| Problem details |
Please restate, exactly, only the lines from the beginning of the listing below through the line containing "position:relative; flex:1; overflow:hidden", with the pictures left out.

| Extracted material |
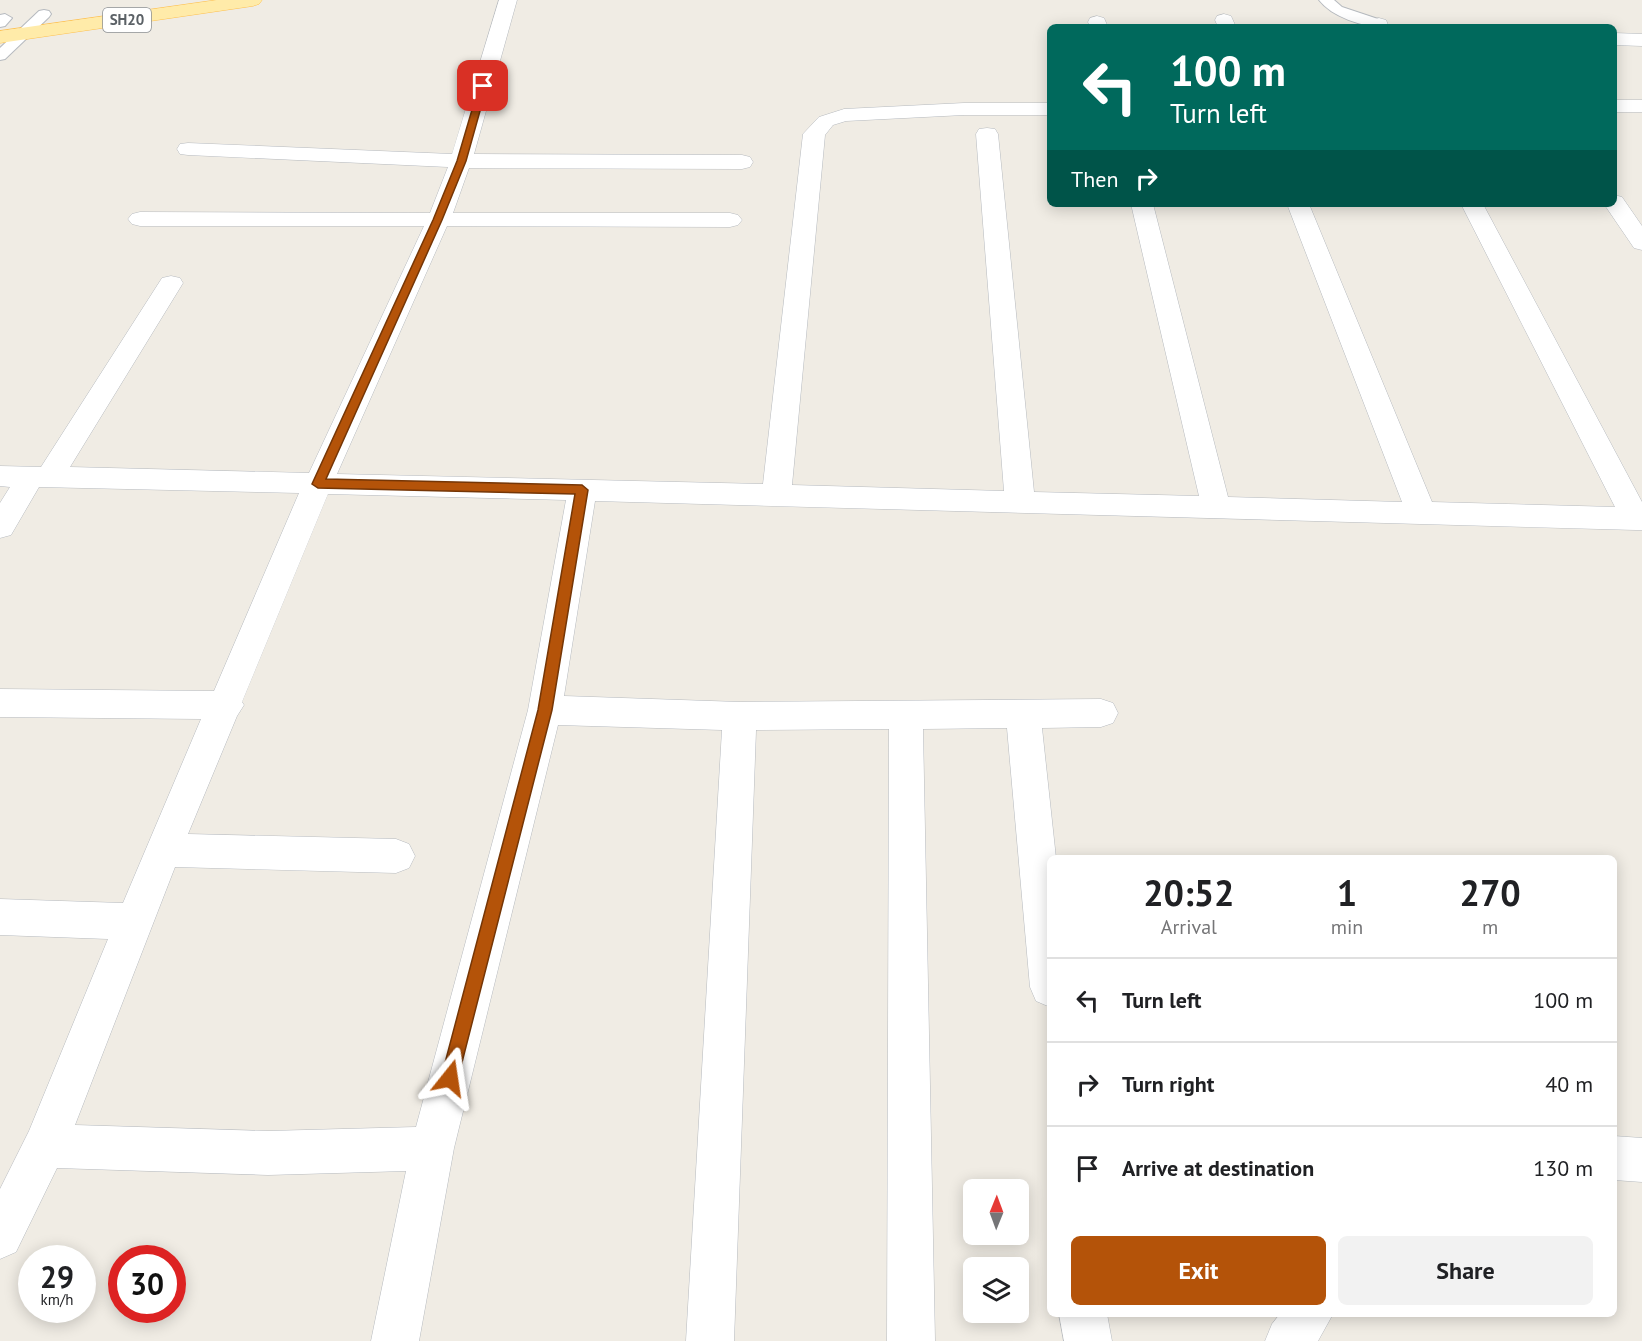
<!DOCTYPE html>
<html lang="en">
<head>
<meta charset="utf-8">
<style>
	body { margin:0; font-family:"PT Sans",sans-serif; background:#f2f2f2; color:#202124; height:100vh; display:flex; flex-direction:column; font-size:22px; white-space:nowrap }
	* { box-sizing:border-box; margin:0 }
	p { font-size:20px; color:#757577 }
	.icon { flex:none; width:33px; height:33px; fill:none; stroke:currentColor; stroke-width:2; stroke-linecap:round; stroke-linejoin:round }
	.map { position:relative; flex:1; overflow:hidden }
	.drawer { position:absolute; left:1047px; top:855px; width:570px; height:462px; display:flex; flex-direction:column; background:#fff; border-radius:9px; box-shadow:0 3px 15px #0003 }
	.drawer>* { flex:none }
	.hud { position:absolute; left:1047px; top:24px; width:570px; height:183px; border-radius:9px; box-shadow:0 3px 15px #0003; background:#00695c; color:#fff; overflow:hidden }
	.needle { width:39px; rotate:1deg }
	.controls { position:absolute; left:963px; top:1179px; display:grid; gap:12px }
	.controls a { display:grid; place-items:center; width:66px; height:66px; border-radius:9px; background:#fff; box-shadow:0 3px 15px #0003; font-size:30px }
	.speed { position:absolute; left:18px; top:1245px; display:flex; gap:12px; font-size:30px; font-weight:700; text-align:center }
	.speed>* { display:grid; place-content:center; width:78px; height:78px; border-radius:50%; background:#fff; box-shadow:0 3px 15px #0003; line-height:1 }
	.speed small { font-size:15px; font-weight:400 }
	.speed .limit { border:9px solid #d22; background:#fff; color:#111 }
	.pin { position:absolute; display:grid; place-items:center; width:51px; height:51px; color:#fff; margin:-26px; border-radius:12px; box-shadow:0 3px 9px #0006 }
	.me { position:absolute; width:66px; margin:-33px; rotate:15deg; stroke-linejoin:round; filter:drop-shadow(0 0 4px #0008) }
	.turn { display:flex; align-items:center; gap:21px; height:126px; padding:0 24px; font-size:27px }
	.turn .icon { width:78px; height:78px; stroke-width:2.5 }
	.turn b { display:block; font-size:42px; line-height:51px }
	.then { display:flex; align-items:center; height:57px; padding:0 24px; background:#0003; gap:12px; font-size:22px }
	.eta { display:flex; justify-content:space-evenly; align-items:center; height:102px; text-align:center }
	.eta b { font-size:36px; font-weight:800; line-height:42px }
	.button { display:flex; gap:12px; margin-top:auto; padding:12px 24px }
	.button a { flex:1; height:69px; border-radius:9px; background:#b45309; color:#fff; font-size:24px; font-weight:800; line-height:69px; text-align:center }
	.button a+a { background:#f2f2f2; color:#202124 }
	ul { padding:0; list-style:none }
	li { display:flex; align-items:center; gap:18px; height:84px; padding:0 24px; border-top:2px solid #e0e0e0 }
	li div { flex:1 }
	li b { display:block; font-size:22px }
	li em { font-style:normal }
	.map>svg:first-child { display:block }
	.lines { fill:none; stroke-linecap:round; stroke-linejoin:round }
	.lane-casing { stroke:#b6babf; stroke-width:2 }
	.street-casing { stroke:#b6babf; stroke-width:1 }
	.primary-casing { stroke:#fec04e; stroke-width:1 }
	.lane { fill:#fff; fill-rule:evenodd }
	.street { fill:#fff; fill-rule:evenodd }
	.primary { fill:#ffeba9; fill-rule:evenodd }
	.route { fill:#b45309; stroke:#753606; stroke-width:1.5 }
	.labels { text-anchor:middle; stroke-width:6; stroke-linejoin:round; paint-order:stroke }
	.shield { fill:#fff; stroke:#8c9094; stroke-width:1.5 }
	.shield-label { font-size:15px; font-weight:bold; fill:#5b6166 }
</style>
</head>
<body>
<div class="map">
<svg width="1642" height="1341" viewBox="0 0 1642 1341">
	<rect width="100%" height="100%" fill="#f0ece4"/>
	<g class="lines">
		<g class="lane-casing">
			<g id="lane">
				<path d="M 1319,0 L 1334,0 L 1342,7 L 1384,21 L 1386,24 L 1384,27 C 1363,27 1332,17 1319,0 Z"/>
				<path d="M 44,10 L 49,11 L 51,14 L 49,17 L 5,59 L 0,60 L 0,48 L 39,11 Z"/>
				<path d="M 5,14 L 12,18 L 5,26 L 0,27 L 0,15 Z"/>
			</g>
		</g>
		<g class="street-casing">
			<g id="street">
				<path d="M 499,0 L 517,0 L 474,154 L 742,155 L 750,157 L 753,162 L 750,167 L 742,169 L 469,168 L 453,213 L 730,213 L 738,215 L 742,220 L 738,225 L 730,227 L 447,226 L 337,474 L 763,484 L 803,134 L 819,117 L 844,109 L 964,103 L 1050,103 L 1050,115 L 964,115 L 846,121 L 833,125 L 825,135 L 792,485 L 1004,491 L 976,134 L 979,129 L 987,128 L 995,129 L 998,134 L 1034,492 L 1199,496 L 1131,204 L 1153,204 L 1228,497 L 1402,502 L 1287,204 L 1309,204 L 1432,502 L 1615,507 L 1461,204 L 1483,204 L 1642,502 L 1642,530 L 1636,530 L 595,501 L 564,696 L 740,702 L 1101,699 L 1113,703 L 1118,713 L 1113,723 L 1101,727 L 1042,728 L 1056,858 L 1050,858 L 1050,1007 L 1036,1001 L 1030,987 L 1007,728 L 923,729 L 935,1341 L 887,1341 L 889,729 L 756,730 L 734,1341 L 686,1341 L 722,730 L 558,725 L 454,1148 L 419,1341 L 371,1341 L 406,1171 L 268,1175 L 57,1168 L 16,1252 L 0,1259 L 0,1189 L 29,1131 L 108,939 L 0,935 L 0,899 L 123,903 L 201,719 L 0,717 L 0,689 L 214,691 L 299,493 L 39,487 L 11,535 L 0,538 L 0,503 L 10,487 L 0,486 L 0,466 L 41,467 L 162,278 L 171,276 L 180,278 L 183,283 L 70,467 L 309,473 L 424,226 L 140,226 L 132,224 L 128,219 L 132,214 L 140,212 L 430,213 L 448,167 L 188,155 L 180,154 L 177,149 L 180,144 L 188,143 L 452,154 ZM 328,494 L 566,500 L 528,710 L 416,1127 L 268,1131 L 75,1125 L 175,867 L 396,873 L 409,868 L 415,856 L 409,844 L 396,839 L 188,834 L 237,716 L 244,705 L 242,702 Z"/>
				<path d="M 1224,14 L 1231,16 L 1236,27 L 1218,27 L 1215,20 L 1217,16 Z"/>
				<path d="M 1097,16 L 1104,18 L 1108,27 L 1090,27 L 1088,22 L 1090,18 Z"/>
				<path d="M 1379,18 L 1386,20 L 1389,27 L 1371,27 L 1372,20 Z"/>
				<path d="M 1614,33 L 1642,34 L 1642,46 L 1614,45 Z"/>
				<rect x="1614" y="100" width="28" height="12"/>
				<path d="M 1614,195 L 1622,197 L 1642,226 L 1642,250 L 1634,248 L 1604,204 L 1614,204 Z"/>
				<path d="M 1614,1136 L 1642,1138 L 1642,1182 L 1614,1180 Z"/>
				<path d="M 1059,1314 L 1107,1314 L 1112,1341 L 1064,1341 Z"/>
				<path d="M 1280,1314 L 1333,1314 L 1318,1341 L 1265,1341 L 1272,1324 Z"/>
			</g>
		</g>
		<g class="primary-casing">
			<path id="primary" d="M 217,0 L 262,0 L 259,4 L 253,6 L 0,43 L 0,31 Z"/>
		</g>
		<use href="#lane" class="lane"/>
		<use href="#street" class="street"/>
		<use href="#primary" class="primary"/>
	</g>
	<path class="route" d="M 483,83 L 487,86 L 466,161 L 442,220 L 326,479 L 582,485 L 588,490 L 552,710 L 458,1078 L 456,1085 L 450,1087 L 443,1085 L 441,1078 L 538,710 L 575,494 L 318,488 L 312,484 L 433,220 L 457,161 L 479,86 Z"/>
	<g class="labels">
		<rect class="shield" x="103" y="8" width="48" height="24" rx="4.5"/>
		<g class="shield-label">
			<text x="127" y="25">SH20</text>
		</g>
	</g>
</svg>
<div class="controls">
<a><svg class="needle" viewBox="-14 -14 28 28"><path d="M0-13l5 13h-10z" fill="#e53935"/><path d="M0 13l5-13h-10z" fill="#757577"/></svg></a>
<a><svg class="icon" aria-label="layers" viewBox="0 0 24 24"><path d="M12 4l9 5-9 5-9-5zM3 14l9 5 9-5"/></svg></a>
</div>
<div class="speed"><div>29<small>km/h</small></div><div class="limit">30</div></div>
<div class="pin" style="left:483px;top:86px;background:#d93025"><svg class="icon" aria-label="arrive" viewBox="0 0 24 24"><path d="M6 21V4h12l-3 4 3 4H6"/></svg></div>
<svg class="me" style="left:450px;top:1078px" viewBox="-20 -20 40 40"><path d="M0-17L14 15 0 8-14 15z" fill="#b45309" stroke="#fff" stroke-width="4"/></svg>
<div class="hud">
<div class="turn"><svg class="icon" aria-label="left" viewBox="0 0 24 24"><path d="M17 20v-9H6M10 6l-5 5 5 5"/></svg><div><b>100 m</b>Turn left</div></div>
<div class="then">Then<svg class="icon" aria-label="right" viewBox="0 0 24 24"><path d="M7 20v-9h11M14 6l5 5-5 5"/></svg></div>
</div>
<section class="drawer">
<div class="eta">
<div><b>20:52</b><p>Arrival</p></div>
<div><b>1</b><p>min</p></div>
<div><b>270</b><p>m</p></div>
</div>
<ul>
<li><svg class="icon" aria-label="left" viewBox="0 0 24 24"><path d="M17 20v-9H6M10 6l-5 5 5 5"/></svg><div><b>Turn left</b></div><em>100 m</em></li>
<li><svg class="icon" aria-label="right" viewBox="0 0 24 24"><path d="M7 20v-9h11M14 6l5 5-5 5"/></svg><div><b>Turn right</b></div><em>40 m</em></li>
<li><svg class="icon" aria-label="arrive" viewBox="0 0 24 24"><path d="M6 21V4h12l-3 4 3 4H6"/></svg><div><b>Arrive at destination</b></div><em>130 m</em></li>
</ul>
<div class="button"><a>Exit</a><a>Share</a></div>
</section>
</div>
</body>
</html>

| Solution |
<!DOCTYPE html>
<html lang="en">
<head>
<meta charset="utf-8">
<style>
	body { margin:0; font-family:"PT Sans",sans-serif; background:#f2f2f2; color:#202124; height:100vh; display:flex; flex-direction:column; font-size:22px; white-space:nowrap }
	* { box-sizing:border-box; margin:0 }
	p { font-size:20px; color:#757577 }
	.icon { flex:none; width:33px; height:33px; fill:none; stroke:currentColor; stroke-width:2; stroke-linecap:round; stroke-linejoin:round }
	.map { position:relative; flex:1; overflow:hidden }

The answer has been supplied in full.